Bijlage wettelijk kader

De verzekerde die ongeschikt is tot het verrichten van zijn arbeid als rechtstreeks en objectief medisch vast te stellen gevolg van ziekte of gebrek heeft recht op ziekengeld (artikel 19, eerste en vierde lid, van de ZW).
Onder “zijn arbeid” als bedoeld in artikel 19 van de ZW wordt verstaan de laatstelijk voor de ziekmelding feitelijk verrichte arbeid. Deze regel lijdt uitzondering, wanneer de verzekerde - na een arbeidsongeschiktheidsbeoordeling in het kader van de WIA of Eerstejaars Ziektewetbeoordeling (EZWb) - niet in enig werk heeft hervat en zich vervolgens weer ziek meldt.
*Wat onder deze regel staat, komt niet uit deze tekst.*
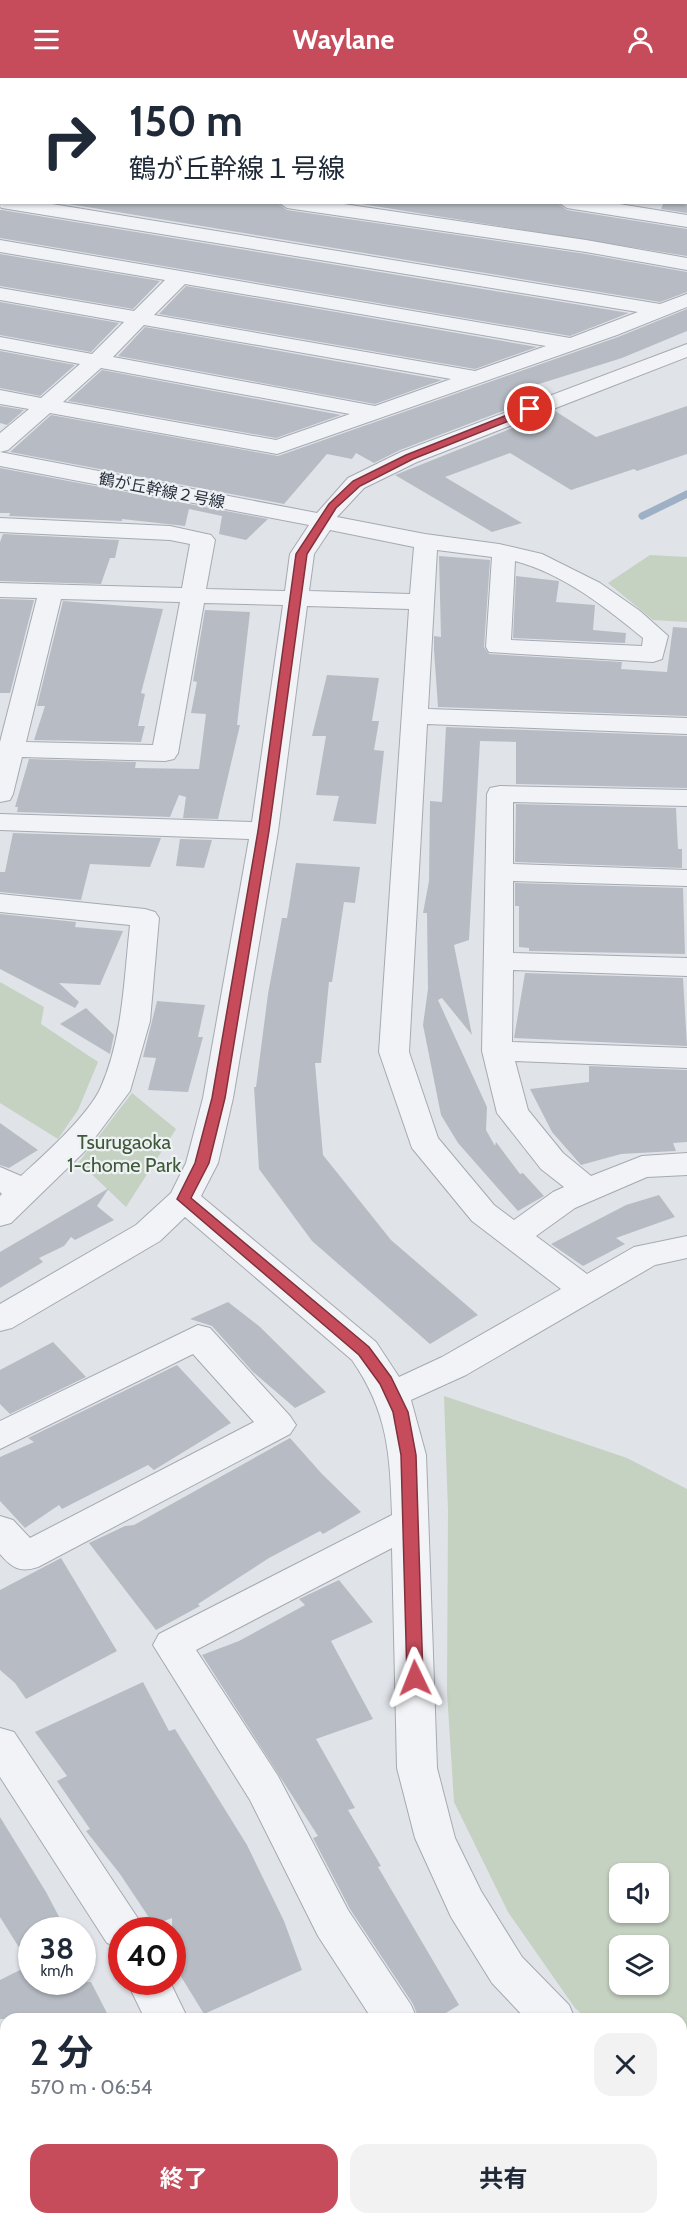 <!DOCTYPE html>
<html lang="ja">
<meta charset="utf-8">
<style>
:root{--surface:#fff;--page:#f2f2f3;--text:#1f2937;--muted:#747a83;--accent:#c64c5c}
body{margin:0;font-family:Cabin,"Noto Sans JP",sans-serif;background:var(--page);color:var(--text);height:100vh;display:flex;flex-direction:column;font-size:22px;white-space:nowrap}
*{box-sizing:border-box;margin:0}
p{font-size:20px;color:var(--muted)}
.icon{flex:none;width:33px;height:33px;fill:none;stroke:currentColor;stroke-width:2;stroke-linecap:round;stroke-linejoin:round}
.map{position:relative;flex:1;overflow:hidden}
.panel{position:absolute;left:0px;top:1935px;width:687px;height:212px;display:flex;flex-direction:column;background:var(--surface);border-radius:18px 18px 0 0;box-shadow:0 2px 4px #0004}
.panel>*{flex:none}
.guide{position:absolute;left:0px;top:0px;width:687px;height:126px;box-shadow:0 2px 4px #0004;background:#fff;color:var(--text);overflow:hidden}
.buttons{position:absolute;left:609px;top:1785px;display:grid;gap:12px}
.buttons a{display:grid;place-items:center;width:60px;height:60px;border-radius:12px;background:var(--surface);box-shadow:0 2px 4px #0004;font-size:30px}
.speed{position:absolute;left:18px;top:1839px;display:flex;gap:12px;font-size:30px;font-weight:700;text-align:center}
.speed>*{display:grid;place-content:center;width:78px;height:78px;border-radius:50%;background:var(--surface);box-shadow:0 2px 4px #0004;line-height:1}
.speed small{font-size:15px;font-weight:400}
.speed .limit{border:9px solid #d22;background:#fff;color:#111}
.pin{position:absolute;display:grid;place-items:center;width:51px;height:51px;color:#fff;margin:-26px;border:3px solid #fff;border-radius:50%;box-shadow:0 2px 6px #0007}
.me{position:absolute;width:66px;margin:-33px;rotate:358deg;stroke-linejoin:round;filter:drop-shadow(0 0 4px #0008)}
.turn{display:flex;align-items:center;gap:21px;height:126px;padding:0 30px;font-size:27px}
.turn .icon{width:78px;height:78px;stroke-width:2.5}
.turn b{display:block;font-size:42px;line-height:51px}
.round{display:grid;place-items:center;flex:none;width:63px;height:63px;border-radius:18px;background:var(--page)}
.overview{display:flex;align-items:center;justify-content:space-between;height:102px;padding:0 30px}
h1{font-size:36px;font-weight:700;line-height:45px}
.cta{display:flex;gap:12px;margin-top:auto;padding:12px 30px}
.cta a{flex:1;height:69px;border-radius:18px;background:var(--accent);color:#fff;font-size:24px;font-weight:700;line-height:69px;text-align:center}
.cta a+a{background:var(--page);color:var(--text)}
header{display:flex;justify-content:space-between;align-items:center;height:78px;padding:0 30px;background:var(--accent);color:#fff;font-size:27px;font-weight:700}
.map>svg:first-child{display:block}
.green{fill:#c5d1c1;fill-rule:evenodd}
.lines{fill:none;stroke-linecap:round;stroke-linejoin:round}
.stream{stroke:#9db0c6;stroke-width:7}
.building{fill:#b7bcc4}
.minor-casing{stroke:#a5aab2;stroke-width:2}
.minor{fill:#f2f3f6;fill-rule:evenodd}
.route{fill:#c64c5c;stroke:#81313c;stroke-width:1.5}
.labels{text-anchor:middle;stroke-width:4.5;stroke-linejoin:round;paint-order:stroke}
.far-street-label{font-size:16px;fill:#29313e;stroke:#eff2f5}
.park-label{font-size:20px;fill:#3d5937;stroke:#eff2f5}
</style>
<header><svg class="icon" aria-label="menu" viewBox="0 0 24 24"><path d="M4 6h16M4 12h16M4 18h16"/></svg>Waylane<svg class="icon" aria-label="person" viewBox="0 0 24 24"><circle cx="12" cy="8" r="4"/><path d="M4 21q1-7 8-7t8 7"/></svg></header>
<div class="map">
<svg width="687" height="2146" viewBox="0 0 687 2146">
<rect width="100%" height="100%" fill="#e0e3e8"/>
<path class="green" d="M650,477L687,479V544L653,542L608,505Z
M0,904L44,929L41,946L98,984L78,1032L58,1061L0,1025Z
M132,1015L176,1051L126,1129L79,1084Z
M444,1318L627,1380L687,1411V2031L681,2026V1941H587L575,1930L508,1834L454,1724L447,1614L448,1433ZM620,1796H658V1834H620ZM620,1868H658V1906H620Z"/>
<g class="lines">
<path class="stream" d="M642,438L687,416"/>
</g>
<path class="building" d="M57,124H276L287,132L586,176L687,194V214L660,224Z
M349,124H556L567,132L687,151V178Z
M664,124H687V135L661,131Z
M0,132H2L629,235L570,258L0,160Z
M0,176L160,203L133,231L0,208Z
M186,208L537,269L475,291L159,236Z
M0,224L119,245L91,274L0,257Z
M687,231V253L622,280L523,311L537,320L400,372L374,385L356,375L352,381L327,376L284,426L10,374L51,337L278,378L618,259Z
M145,249L442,302L375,326L118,278Z
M0,273L75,287L40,318L0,310Z
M102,292L341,337L276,360L68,323Z
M0,328L24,332L7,347L0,345Z
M687,328V376L637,393L634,391L571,412L510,375L445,399L522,445L492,454L395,397L555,333L596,359Z
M0,390L268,441L246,462L219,456L222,438L189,431L185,448L122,441V443L9,438L10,435H0Z
M3,456L119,462L115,480H110L101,506L0,503V464Z
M439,478L490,482L484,569L489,576L622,584L621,591L667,594L673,549L687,550V638L438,629L434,572V558L441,559Z
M516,498L559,503L556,524L595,527L593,552L626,555L625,565L513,560Z
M0,521L34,522L10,615H0Z
M63,523L163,531L141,615L145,616L138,648H145L141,664L34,662L45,628H37Z
M205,532L250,534L237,647H240L218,741L183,740L186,719L179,717L170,739L17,734L18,729H15L29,681L136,684L135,690L199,691L206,636L191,635L197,604L193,603Z
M327,597L379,600L372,643H379L374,672L384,673L376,746L333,743L339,718L316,717L326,658H312Z
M446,649L687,658V710L516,706V664L480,663L469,862L454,867L472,957L442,920L438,922L487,1029L486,1052L495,1068L496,1064L520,1096L523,1095L544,1118L518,1133L458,1065L441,1037L423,947L428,911L427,835H423L429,803L430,723L442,724Z
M516,726L676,730L678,771H682V790L515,784Z
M13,755L161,760L150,789L90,786L81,822L0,814V794H5Z
M180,761L212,762L204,790L176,788Z
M296,785L360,789L355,825L344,824L332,904H329L321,985H315L323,1077L391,1162L478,1237L430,1266L312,1163L259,1091L254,1009H256L268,916L282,840H287Z
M515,805L683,810L685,876L529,873V870L519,869V828H515Z
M0,836L76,844L75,849L123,853L100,907L59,905L79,924L75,930L0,891Z
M525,895L683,900L687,968L514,960Z
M157,923L205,927L198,959H203L188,1014L148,1012L156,980L143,979Z
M86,930L114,957L110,976L60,946Z
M589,988L687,992V1064L673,1065L676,1073L621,1076L581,1087L552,1054L530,1011L589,1004Z
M0,1045L38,1072L9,1090L0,1087Z
M109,1110L97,1128L114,1142L75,1162L71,1159L64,1168L39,1180L43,1184L0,1210V1174Z
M659,1117L675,1139L616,1160L625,1166L583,1188L551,1166L626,1127Z
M228,1224L259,1248L326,1314L295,1330L253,1294L212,1248L190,1241Z
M53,1264L86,1299L10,1336L0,1326V1292Z
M177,1287L231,1345L154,1392L148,1387L62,1431L59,1427L25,1450L0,1423V1379L34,1364L28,1360Z
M290,1360L322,1396L361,1434L323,1456L320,1453L269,1480L198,1526L200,1528L156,1552L89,1465L125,1448L134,1447Z
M61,1480L117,1573L26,1621L15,1605L0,1592V1512Z
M339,1502L373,1544L331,1563L373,1641L316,1661L355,1730L348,1732L381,1788L378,1789L459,1927L436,1941H419L413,1926L350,1831L313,1760L318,1758L202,1577L239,1563L305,1527L299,1521Z
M143,1604L169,1653L175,1651L247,1767L284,1843L302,1892L204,1936L172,1884V1840L154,1847L120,1796L86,1753L90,1751L57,1703L67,1698L35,1654Z
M0,1739L46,1814L66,1852H32V1904H91L110,1941H0V1902L30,1887L0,1839Z"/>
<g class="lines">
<g class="minor-casing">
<path id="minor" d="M541,0H565L566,2H542Z
M686,20H687V30H686Z
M0,75H2V87H0Z
M2,118V124H40L660,226L687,216V229L617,257L277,376L50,335L8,372L0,374V355L29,331L0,326V312L41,320L80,286L0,271V259L92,276L124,244L0,222V210L134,233L165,202L0,174V162L570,260L638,234L2,130L0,129ZM185,206L546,268L475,293L154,237ZM144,247L451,301L375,328L113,279ZM101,290L350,336L276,362L63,324Z
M278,124H330L586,162L687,180V192L586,174L287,130Z
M558,124H607L687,137V149L567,130Z
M687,266V279L417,384L364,410L337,439L425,456L499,466L542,476L600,505L640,533L668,558L662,581L653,584L489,574L486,569L492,479L437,472L428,631L687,640V656L427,646L409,974L438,1060L494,1127L514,1142L553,1114L564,1109L541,1091L497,1035L482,973L487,716L490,710L500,708L687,712V728L513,724V786L687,792V808L513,803V875L687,880V898L513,892L512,964L687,970V990L515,983L528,1032L563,1075L591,1098L642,1078L687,1075V1097L647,1099L575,1130L536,1158L587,1196L634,1169L687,1158V1180L655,1187L466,1297L411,1322L426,1377L437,1690L455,1760L481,1813L522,1879L569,1927L575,1941H526L492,1905L451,1839L415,1760L397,1690L392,1470L196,1572L278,1698L348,1832L411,1927L417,1941H372L318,1858L250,1722L153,1567L159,1556L392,1437C390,1376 388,1334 352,1282L185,1139L160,1163L12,1250L0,1253V1226L136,1147L171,1115L186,1085L203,1020L249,761L0,752V736L252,744L283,527L204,525L178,675L174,681L165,683L22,679L13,716L10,722L0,724V664L37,520L0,519V505L182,510L190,466L170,462L0,454V440L170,448L211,457L215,462L206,511L285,513L290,476L309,447L0,388V374L317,435L348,400L401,374ZM330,452L414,469L410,516L309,513L314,476ZM515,483C564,496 605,529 643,560L642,568L511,562ZM61,521L180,524L153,667L26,664ZM307,528L409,531L379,974L412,1070L472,1143L561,1211L442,1279L399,1299L376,1264L201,1118L218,1085L233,1020L278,753Z
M0,816L145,831L155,834L159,840L150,943L130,1013L85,1073L11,1145L0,1148V1118L2,1116L0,1114V1089L21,1098C44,1077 89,1037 101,1009C123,959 124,901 130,847L0,834Z
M198,1247L210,1250L290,1338L296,1347L290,1356L38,1489C20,1495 12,1490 0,1476V1438L13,1442L30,1460L254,1344L193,1276L0,1371V1343Z
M0,1650L14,1654L137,1839L143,1852H122V1870L107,1865L0,1699Z
M127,1904H170L188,1941H145Z
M681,2048L687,2050V2096L681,2094Z
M0,2076L6,2078V2140H42L44,2146H0Z
M245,2140H290L293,2146H247Z
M510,2140H555L553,2146H507Z"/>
</g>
<use href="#minor" class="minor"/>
</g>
<path class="route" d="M530,328L535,331L534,333L413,381L360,408L336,430L307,476L269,753L225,1020L209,1085L191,1120L369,1269L391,1299L408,1334L416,1377L423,1600L421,1605H409L407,1600L401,1377L393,1334L380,1306L359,1277L177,1121L195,1085L212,1020L258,753L296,476L329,426L353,403L406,377Z"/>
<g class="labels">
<g class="far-street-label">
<text transform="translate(162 412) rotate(11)" y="6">鶴が丘幹線２号線</text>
</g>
<g class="park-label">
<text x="124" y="1071">Tsurugaoka<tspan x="124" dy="23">1-chome Park</tspan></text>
</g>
</g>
</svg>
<div class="buttons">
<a><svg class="icon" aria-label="sound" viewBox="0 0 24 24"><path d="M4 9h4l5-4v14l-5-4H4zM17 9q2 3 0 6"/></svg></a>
<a><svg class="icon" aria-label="layers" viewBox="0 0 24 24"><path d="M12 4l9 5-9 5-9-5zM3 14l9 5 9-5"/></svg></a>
</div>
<div class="speed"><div>38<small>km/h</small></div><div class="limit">40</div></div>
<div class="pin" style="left:530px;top:331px;background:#d93025"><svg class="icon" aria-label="arrive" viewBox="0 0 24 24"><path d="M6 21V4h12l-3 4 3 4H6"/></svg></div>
<svg class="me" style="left:415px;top:1600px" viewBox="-20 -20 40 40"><path d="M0-17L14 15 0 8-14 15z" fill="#c64c5c" stroke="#fff" stroke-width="4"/></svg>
<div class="guide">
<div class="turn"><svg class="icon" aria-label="right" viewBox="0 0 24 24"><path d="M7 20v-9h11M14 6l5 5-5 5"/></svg><div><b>150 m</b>鶴が丘幹線１号線</div></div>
</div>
<section class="panel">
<div class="overview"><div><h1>2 分</h1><p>570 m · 06:54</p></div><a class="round"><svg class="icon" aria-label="close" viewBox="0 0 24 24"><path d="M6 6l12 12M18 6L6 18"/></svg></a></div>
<div class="cta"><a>終了</a><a>共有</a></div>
</section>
</div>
Ziekengeld kan in zo’n geval worden geweigerd wanneer is voldaan aan de volgende twee, cumulatieve, voorwaarden:
1. van de oorspronkelijk bij de EZWb of WIA geselecteerde functies, met inbegrip van de functies die als reservefuncties aan de betrokkene zijn voorgehouden, zijn op de datum in geding ten minste drie functies met elk ten minste drie arbeidsplaatsen voor de verzekerde geschikt gebleven, én
2. op basis van die functies – gelet op de loonwaarde die die functies ten tijde van de EZWb of WIA vertegenwoordigden, afgezet tegen het bij de EZWb of WIA geldende maatmaninkomen – is nog steeds sprake van een arbeidsgeschiktheid van ten minste 65%. Daarbij is niet van belang of de oorspronkelijke functies ten tijde van de latere ziekmelding nog in het CBBS aanwezig zijn. Evenmin is van belang of die functies ten tijde van de nieuwe ziekmelding op onderdelen qua belasting en/of beloning inmiddels zijn gewijzigd. [2]

Voetnoten

1.CRvB 23 december 2022, ECLI:NL:CRVB:2022:2672, r.o. 4.7.1 tot en met 4.7.3.